In 1866 he applied for a vacant charity commissionership which would have brought him in £300 more salary, but it was given to a lawyer, as he supposed it would be.

In 1867 he applied for the librarianship of the House of Commons, not really caring much for it, as the residence no longer went with it, but for his wife's sake. He disliked to ask for it, but was almost reconciled to the disagreeableness by the great kindness shown him. He failed to get it. This same year his "New Poems" appeared: they were all "new" except seven, which, at the earnest solicitation of Robert Browning, he reprinted from "Empedocles on Etna." One thousand copies were quickly sold. He brought out, also, his remarks on the Study of Celtic Literature: they were the substance of four lectures delivered at Oxford; for the first time English readers were made to see what a deep and lofty influence the hitherto despised Celt had exercised in helping to develop the most poetic elements of their literature.

Early in 1868 his "dear, dear little man," his youngest son, Basil, died; he himself fell at a railway station and was seriously injured. He moved to Harrow, where he took a comfortable house with ample grounds. Here, in November, his oldest son, Thomas, died at the age of sixteen. Deeply as he felt the loss of these dear ones, and of his brother William, and of his wife's father in the preceding years, his trust that all was well was unbroken. Bereavements and disappointments serve only to strengthen the really noble. In spite of growing older he felt no older, and he attributed his youthfulness of feelings to his "going on reading and thinking." At this time he had been seeing a good deal of high society at Aston Clinton, where the Rothschilds lived. He was very fond of Sir Anthony and Lady Rothschild, and he confessed that he "liked these occasional appearances in the world,—No," he adds, "I do not like them, but they do one good and one learns something from them; but, as a general rule, I agree with all the men of soul from Pythagoras to Byron in thinking that this type of society is the most drying, wasting, depressing, and fatal thing possible."

In 1869 he published his Essay in Political and Social Criticism entitled "Culture and Anarchy," which had previously appeared in successive numbers of the Cornhill Magazine, and which attracted great attention, especially through his application of the phrase "Sweetness and Light." He was always most pleased when commendation of his works took this form: "the ideas of it are exactly what papa would have approved." This same year he was asked by the Italian Government to take charge of the young Duke of Genoa, Prince Thomas of Savoy, who was to study at Harrow, and the project greatly pleased him because of the Continental connection which it gave him. He found the Prince "a dear boy" and grew very fond of him. He stayed with the Arnolds until April, 1871, and then the King gave Matthew Arnold the Order of Commander of the Crown of Italy as a token of his good will.

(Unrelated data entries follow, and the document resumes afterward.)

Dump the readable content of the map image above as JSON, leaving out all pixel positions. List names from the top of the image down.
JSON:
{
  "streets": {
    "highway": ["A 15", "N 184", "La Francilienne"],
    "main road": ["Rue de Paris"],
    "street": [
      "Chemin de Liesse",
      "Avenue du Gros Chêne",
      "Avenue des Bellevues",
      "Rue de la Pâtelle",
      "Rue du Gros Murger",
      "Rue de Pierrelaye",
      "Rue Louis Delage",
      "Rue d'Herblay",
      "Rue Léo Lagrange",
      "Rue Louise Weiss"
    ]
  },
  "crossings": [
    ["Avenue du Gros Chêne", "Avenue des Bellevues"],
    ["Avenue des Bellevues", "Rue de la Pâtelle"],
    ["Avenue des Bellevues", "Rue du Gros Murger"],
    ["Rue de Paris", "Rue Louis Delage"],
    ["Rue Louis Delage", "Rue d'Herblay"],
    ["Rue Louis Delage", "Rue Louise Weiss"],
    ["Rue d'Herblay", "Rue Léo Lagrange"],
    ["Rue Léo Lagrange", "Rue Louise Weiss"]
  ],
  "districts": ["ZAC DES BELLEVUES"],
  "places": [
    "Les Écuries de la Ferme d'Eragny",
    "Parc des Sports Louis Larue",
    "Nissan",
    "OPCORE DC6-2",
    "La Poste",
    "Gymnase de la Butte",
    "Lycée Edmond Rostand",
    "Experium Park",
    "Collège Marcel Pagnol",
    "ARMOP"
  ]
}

His collected Poems came out in two pretty volumes. He says of them that they represent, on the whole, the main movement of mind of the preceding quarter-century. He thought that it might be fairly urged against them that he had less poetical sentiment than Tennyson and less intellectual vigor and abundance than Browning. But he thought that, as he had "more of a fusion of the two than either of them and had more regularly applied that fusion to the main line of modern development," he was likely to have his turn as they had theirs. He had practically ceased his career as a productive poet as early as 1869; between that date and his death scarcely more than half a dozen titles are added to the succeeding editions of his works. More and more he contented himself with his special function as censor of public morals, as lay preacher to an obdurate generation. He felt that this was his life work, and so sacrificed his predilections to his lofty sense of duty.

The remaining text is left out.